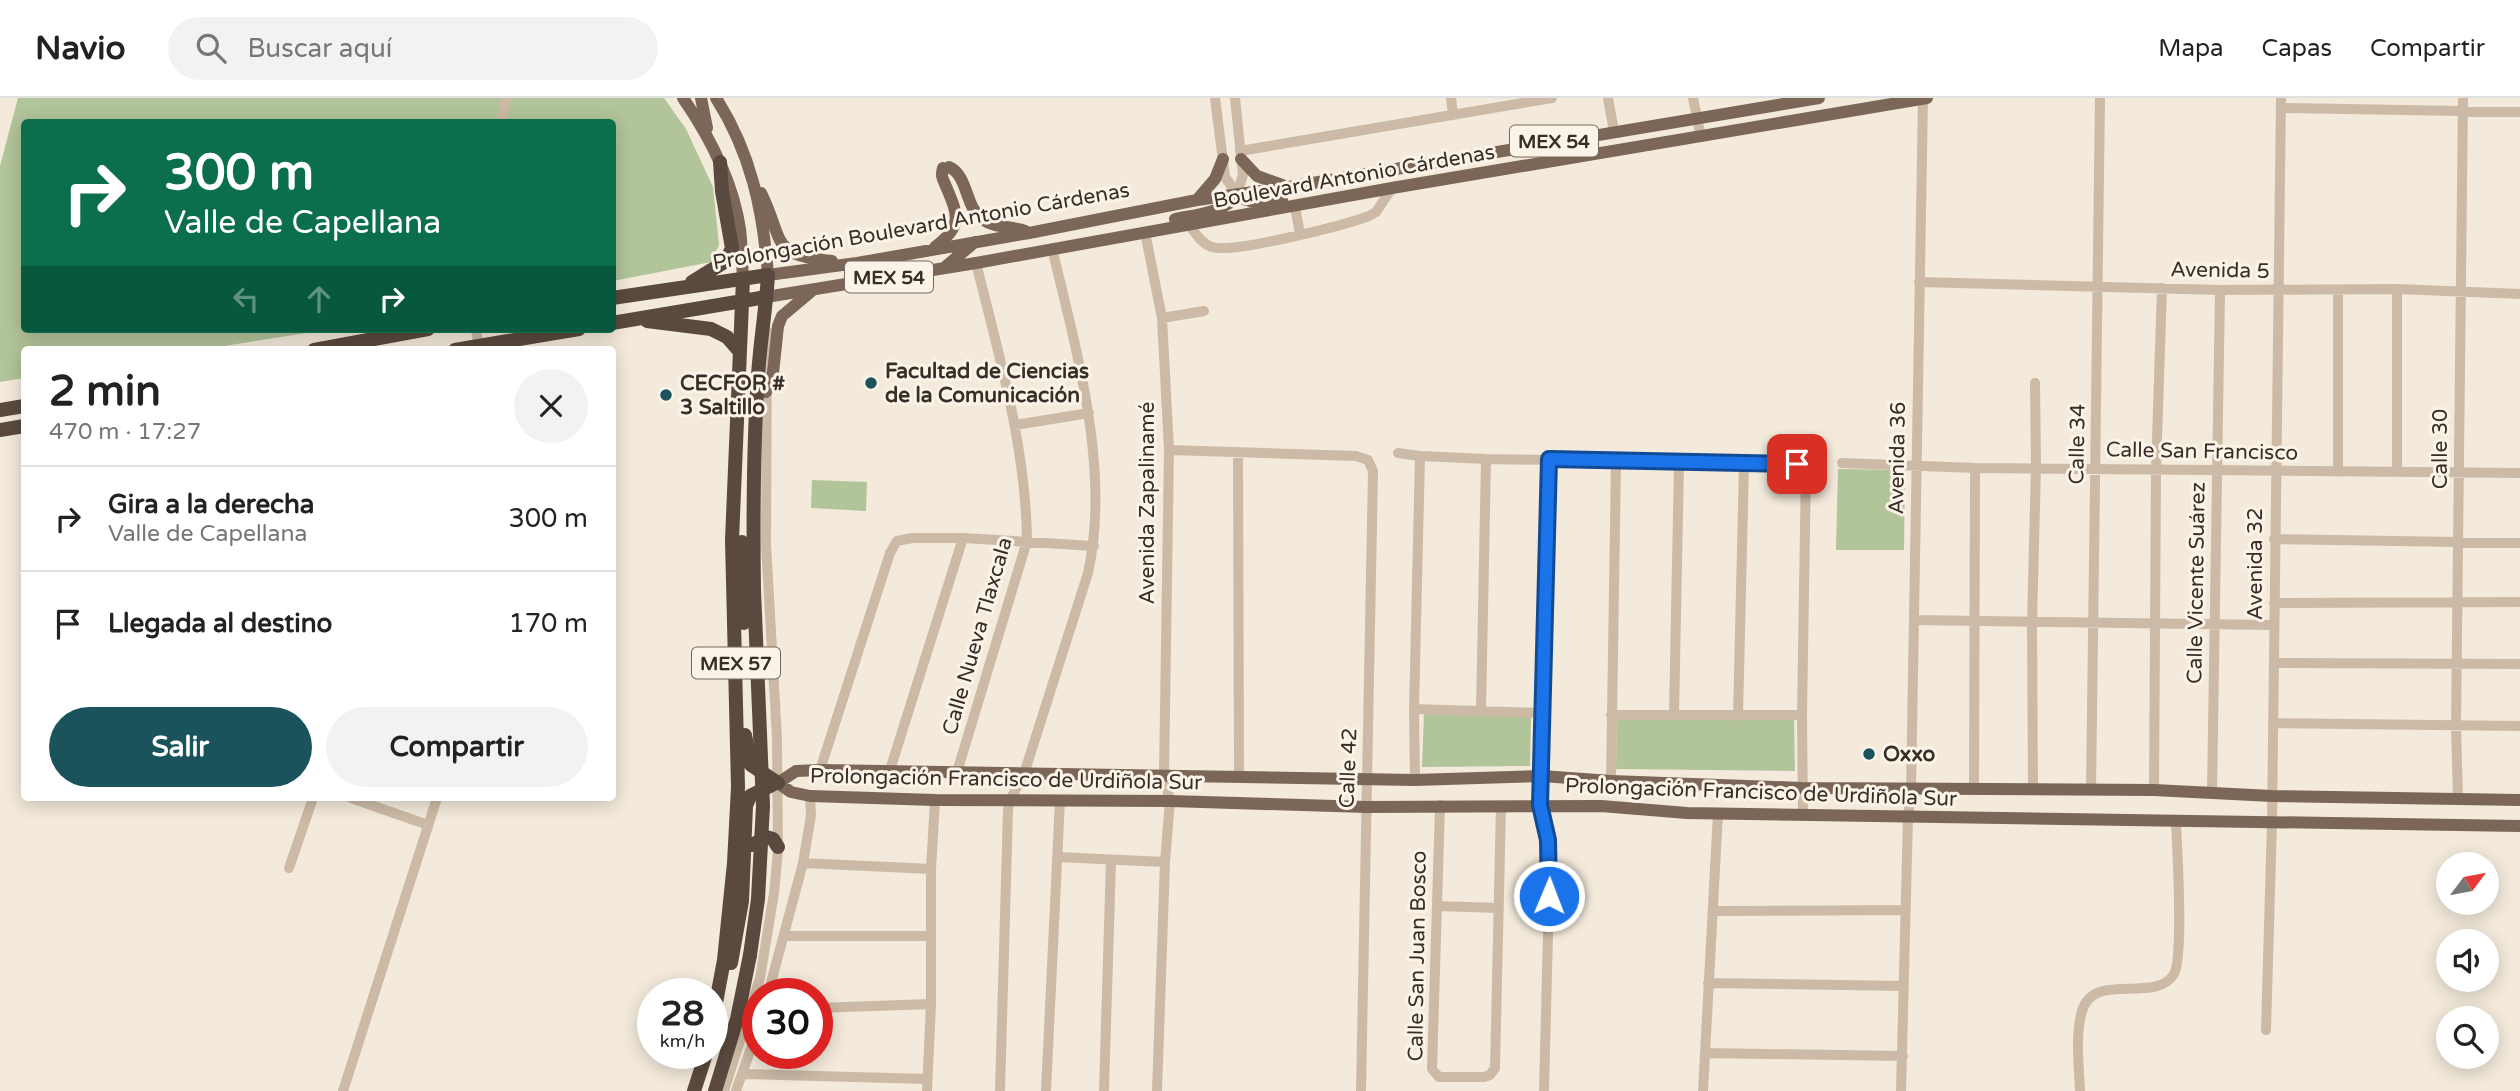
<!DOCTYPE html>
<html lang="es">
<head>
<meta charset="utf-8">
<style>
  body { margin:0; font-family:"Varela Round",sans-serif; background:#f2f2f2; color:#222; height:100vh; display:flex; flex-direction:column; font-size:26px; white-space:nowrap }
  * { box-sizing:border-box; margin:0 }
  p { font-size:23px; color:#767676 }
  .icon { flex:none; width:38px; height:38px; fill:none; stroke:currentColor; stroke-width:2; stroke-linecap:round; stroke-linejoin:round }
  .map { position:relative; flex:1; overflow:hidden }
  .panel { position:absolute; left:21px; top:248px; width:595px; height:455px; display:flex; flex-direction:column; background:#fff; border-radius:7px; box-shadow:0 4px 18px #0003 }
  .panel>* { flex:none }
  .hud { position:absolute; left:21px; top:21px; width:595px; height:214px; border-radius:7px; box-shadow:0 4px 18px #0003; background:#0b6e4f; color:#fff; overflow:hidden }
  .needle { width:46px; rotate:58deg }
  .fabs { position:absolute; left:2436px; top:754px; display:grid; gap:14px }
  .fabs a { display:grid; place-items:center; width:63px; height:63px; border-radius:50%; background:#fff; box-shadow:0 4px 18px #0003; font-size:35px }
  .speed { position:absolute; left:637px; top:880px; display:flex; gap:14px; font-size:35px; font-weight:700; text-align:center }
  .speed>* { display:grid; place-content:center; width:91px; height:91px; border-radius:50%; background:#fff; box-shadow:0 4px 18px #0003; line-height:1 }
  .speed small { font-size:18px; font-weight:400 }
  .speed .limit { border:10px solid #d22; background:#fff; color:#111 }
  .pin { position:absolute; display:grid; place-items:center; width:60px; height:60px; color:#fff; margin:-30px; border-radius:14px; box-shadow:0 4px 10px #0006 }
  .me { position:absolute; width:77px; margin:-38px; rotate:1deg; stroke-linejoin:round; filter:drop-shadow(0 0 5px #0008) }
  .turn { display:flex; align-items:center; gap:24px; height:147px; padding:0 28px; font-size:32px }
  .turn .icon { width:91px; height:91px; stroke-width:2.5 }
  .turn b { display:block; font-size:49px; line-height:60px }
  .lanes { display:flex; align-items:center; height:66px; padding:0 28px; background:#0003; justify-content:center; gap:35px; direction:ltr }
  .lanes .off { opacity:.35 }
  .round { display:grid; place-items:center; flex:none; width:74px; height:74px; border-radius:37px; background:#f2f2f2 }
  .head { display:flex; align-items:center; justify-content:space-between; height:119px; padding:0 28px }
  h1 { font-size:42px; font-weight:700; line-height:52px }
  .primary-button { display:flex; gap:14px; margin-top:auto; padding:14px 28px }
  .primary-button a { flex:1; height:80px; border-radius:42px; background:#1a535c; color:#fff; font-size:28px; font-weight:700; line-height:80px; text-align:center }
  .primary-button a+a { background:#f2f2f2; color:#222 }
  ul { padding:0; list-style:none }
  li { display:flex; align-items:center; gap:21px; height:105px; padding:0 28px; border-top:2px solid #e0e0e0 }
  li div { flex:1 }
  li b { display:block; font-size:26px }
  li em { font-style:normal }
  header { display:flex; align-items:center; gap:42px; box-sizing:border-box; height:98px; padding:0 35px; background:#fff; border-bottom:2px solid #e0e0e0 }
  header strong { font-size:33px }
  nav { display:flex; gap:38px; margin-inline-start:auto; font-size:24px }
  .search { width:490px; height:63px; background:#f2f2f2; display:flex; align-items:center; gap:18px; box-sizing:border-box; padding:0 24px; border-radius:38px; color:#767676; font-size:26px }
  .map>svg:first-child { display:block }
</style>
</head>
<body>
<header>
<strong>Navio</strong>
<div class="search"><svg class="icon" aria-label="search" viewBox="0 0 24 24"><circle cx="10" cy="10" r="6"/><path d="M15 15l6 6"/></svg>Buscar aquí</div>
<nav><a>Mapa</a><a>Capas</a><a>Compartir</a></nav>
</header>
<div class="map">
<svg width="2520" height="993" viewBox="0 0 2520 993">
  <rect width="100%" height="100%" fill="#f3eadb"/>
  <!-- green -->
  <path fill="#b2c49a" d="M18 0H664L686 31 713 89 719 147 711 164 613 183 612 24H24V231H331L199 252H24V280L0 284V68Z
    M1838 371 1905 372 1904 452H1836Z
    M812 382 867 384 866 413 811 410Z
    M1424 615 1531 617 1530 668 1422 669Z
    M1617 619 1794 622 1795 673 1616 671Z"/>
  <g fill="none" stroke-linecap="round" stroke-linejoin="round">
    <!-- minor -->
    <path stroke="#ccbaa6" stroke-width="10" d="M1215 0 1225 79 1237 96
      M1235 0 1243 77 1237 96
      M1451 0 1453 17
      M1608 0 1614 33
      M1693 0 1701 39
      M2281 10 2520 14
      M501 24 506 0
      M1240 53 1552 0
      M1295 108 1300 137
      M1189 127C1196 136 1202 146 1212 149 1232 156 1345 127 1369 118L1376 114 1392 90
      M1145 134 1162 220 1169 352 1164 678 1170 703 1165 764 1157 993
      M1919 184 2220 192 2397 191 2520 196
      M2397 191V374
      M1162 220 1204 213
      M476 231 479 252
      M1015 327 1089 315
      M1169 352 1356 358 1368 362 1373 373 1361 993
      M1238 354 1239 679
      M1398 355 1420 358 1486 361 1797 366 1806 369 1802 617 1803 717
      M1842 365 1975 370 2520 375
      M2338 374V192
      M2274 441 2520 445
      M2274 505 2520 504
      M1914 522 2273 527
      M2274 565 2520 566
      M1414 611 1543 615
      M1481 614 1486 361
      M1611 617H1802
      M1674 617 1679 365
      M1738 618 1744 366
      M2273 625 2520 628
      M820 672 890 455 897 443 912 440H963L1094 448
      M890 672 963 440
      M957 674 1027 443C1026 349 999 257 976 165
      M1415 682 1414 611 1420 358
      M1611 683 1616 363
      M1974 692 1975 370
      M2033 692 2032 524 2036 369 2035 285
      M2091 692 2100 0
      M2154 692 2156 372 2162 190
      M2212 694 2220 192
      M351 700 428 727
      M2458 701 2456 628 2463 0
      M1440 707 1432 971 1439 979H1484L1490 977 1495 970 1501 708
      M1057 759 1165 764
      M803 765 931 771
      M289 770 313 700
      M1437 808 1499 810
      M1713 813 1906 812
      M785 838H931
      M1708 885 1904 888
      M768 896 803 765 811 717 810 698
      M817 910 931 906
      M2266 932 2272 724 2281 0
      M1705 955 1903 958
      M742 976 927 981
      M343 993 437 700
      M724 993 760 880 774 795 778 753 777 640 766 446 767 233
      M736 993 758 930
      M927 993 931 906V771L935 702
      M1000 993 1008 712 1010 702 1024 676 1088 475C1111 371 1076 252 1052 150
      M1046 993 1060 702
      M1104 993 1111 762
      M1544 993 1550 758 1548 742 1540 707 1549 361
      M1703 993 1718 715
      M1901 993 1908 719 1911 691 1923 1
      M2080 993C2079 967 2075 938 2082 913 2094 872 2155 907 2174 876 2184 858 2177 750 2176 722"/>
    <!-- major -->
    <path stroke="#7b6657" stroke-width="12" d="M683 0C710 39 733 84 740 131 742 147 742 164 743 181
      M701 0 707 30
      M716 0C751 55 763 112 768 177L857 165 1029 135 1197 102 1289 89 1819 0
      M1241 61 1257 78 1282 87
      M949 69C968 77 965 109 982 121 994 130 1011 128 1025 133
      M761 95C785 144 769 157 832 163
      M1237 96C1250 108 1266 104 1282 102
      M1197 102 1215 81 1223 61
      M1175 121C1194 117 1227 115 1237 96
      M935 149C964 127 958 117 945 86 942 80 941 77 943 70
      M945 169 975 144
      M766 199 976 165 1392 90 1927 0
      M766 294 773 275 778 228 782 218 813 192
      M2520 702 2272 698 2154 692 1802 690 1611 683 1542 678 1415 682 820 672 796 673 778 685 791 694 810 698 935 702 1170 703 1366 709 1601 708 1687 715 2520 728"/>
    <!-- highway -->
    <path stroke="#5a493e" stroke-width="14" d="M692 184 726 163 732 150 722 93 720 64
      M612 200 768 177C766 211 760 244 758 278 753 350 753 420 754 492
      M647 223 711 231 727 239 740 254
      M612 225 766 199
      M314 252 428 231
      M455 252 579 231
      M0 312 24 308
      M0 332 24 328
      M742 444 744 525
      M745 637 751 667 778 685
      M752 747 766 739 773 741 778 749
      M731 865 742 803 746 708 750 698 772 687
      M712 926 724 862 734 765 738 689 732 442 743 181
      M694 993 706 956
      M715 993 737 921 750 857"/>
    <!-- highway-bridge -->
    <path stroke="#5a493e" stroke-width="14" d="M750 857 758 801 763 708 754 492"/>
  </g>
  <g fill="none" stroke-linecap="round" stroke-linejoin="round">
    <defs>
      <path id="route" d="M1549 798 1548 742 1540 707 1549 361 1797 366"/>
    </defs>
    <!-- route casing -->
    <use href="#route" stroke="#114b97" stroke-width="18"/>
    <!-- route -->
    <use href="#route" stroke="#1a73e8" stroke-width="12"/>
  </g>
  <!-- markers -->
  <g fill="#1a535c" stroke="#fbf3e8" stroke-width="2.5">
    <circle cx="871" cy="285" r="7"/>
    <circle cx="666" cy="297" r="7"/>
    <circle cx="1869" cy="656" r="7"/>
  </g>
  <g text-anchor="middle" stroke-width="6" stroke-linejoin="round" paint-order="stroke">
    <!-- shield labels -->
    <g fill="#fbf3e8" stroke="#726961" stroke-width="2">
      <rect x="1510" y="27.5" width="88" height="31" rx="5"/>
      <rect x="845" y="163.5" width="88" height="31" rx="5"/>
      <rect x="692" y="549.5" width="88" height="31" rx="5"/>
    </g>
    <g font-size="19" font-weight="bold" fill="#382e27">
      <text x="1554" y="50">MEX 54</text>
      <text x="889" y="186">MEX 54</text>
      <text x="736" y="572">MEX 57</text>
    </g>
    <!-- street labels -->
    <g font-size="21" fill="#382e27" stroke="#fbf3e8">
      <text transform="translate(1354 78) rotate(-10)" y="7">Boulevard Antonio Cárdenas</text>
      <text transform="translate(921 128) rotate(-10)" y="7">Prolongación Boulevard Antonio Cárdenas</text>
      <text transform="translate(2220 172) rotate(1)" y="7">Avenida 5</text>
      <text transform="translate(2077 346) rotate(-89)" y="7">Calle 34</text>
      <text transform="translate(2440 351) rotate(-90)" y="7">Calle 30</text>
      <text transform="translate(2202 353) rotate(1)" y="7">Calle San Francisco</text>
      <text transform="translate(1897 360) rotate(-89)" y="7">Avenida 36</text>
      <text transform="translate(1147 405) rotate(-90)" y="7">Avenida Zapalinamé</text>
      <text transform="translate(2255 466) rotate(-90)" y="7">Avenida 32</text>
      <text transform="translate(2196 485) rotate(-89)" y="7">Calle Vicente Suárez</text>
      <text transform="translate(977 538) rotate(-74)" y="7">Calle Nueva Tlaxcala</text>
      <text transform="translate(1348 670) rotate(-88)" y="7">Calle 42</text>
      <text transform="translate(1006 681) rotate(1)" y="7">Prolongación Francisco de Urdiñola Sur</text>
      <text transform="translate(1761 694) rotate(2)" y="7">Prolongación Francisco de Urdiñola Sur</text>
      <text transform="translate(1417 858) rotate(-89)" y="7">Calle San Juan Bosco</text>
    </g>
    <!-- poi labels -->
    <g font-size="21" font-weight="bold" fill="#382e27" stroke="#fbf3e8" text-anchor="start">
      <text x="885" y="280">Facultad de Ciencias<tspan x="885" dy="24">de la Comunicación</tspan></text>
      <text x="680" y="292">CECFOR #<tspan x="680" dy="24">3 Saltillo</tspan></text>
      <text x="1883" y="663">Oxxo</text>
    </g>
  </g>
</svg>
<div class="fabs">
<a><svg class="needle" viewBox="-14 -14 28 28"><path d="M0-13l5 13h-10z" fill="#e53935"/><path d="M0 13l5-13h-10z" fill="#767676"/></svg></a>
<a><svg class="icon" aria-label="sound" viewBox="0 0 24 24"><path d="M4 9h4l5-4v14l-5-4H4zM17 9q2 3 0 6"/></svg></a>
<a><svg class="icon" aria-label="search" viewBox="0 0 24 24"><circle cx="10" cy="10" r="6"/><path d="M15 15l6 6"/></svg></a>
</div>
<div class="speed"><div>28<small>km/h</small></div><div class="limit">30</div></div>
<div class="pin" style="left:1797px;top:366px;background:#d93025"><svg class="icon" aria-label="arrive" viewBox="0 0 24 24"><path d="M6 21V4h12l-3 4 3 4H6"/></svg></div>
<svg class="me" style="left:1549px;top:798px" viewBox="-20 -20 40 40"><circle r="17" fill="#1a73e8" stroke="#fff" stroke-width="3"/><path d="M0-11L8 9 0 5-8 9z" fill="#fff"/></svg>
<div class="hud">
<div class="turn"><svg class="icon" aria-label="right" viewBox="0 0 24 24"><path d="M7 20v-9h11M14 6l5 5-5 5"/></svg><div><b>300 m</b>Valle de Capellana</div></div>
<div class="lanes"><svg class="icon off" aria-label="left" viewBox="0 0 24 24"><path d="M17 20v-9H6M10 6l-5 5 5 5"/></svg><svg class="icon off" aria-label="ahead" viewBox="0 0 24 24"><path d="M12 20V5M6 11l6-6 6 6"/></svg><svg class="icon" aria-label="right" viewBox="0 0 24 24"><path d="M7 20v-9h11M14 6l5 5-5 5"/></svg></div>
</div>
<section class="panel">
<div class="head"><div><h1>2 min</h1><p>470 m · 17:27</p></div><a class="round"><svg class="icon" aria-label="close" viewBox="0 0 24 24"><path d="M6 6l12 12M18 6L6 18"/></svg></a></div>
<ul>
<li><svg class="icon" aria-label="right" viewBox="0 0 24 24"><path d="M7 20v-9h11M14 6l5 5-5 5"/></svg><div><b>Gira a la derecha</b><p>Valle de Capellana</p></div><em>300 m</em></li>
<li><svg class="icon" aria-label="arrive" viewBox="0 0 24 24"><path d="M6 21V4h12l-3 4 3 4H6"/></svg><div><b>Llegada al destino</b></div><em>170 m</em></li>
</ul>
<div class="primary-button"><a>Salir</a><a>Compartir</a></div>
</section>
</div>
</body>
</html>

-*-*-

§ **Problem details**:
Copy, from the material, each line that holds the string "small".

§ **Response**:
  .speed small { font-size:18px; font-weight:400 }
<div class="speed"><div>28<small>km/h</small></div><div class="limit">30</div></div>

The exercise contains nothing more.